Then we four were moving across the roof toward the looming framework that upheld the space-flier, pausing inside its clear space to face the World President. It was a moment of cosmic drama, that moment in which Earth and the silent peoples of Earth, that had gathered in millions there to watch us, were sending forth four of themselves into the trackless void for the first time, sending them forth with Earth's one chance for life in their hands. The World President, facing us, did not speak, though; did not break the thick silence that seemed to lie over all the mighty city. He reached forth, gripped our hands with his own, grasped them tightly, silently, his steady eyes upon ours, and then stepped back. And then Marlin leading, we were clambering up the framework to the flier's screw-door, passing silently inside and then screwing that great door hermetically shut behind us.

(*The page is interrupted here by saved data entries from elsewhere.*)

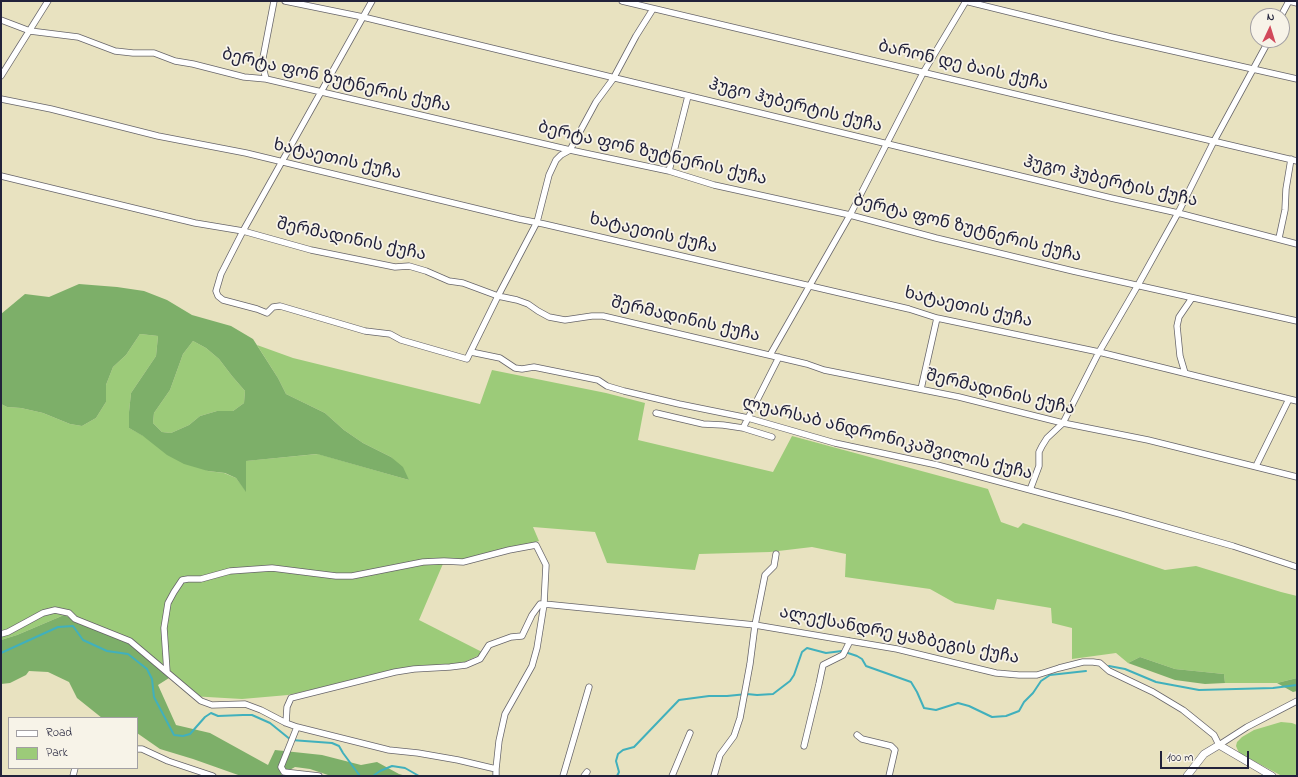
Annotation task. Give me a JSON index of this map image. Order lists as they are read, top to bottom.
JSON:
{
  "streets": {
    "street": [
      "ბარონ დე ბაის ქუჩა",
      "ბერტა ფონ ზუტნერის ქუჩა",
      "ჰუგო ჰუბერტის ქუჩა",
      "ხატაეთის ქუჩა",
      "შერმადინის ქუჩა",
      "ლუარსაბ ანდრონიკაშვილის ქუჩა",
      "ალექსანდრე ყაზბეგის ქუჩა"
    ]
  },
  "legend": ["Road", "Park"],
  "scale_bar": "100 m",
  "north": "top"
}
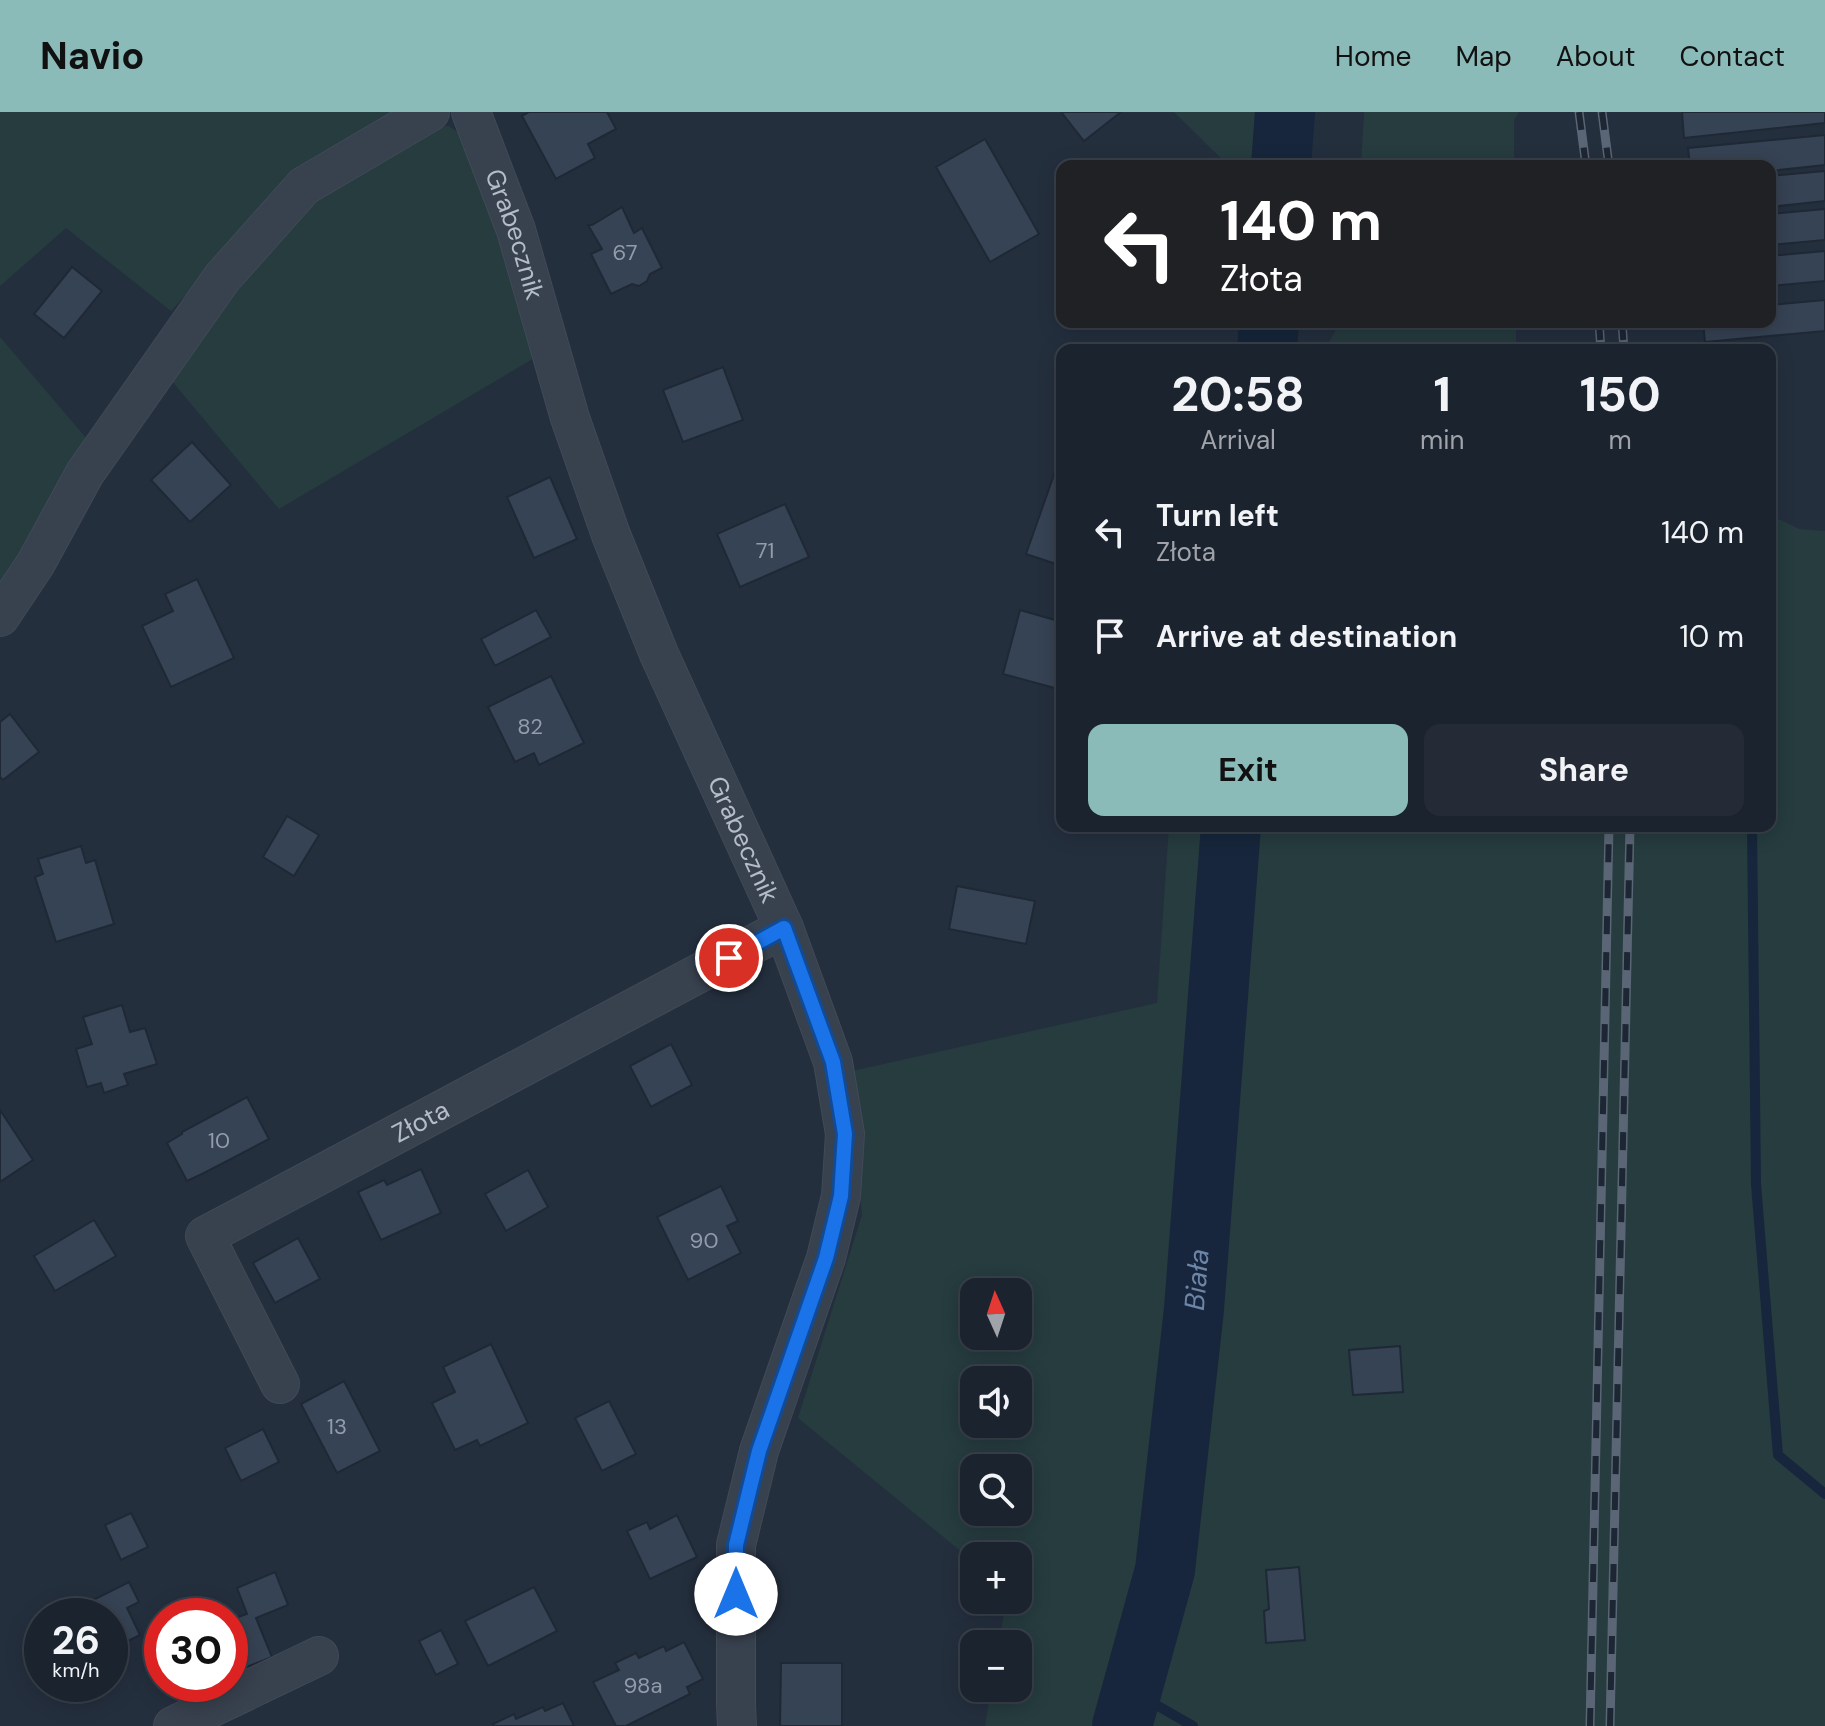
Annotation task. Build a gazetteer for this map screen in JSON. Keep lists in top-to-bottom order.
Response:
{
  "streets": {
    "street": ["Grabecznik", "Złota"]
  },
  "crossings": [
    ["Grabecznik", "Złota"]
  ],
  "water": ["Biała"],
  "house_numbers": [
    "67",
    "71",
    "82",
    "10",
    "90",
    "13",
    "98a"
  ],
  "north": "top",
  "page": {
    "header": "Navio",
    "nav": [
      "Home",
      "Map",
      "About",
      "Contact"
    ],
    "turn": ["140 m", "Złota"],
    "eta": [
      "20:58",
      "Arrival",
      "1",
      "min",
      "150",
      "m"
    ],
    "list": [
      {
        "name": "Turn left",
        "note": "Złota",
        "value": "140 m"
      },
      {
        "name": "Arrive at destination",
        "value": "10 m"
      }
    ],
    "buttons": ["Exit", "Share"],
    "map_buttons": ["+", "−"],
    "speed": "26 km/h",
    "limit": "30"
  }
}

That done, we passed across the little vestibule-chamber and through the second screw-door, closing it likewise behind us.

Then, clambering up to the four suspended chairs in front of the control-panels, we took our places in them; Marlin in the right chair, his telescope and astronomical equipment before him, I in the next one, with the six controls of the space-flier's movements before me, Randall in the third chair, the recording dials and minor controls of the flier before him, and Whitely in the fourth or left chair, the dials and switches of the generators before him. Seated there, the constellation of Sagittarius and the other southern stars were full before us in our big window, for our space-flier was so supported in its framework that by turning on its great force-ray from the lower ray-opening we would be shot out by the terrific repulsive force straight toward Sagittarius, toward Neptune, slanting out tangent-wise from Earth's surface. And now Marlin was peering through the short, strange-looking tube of the telescope, was touching its focusing wheels lightly, peering again, and then turning to me.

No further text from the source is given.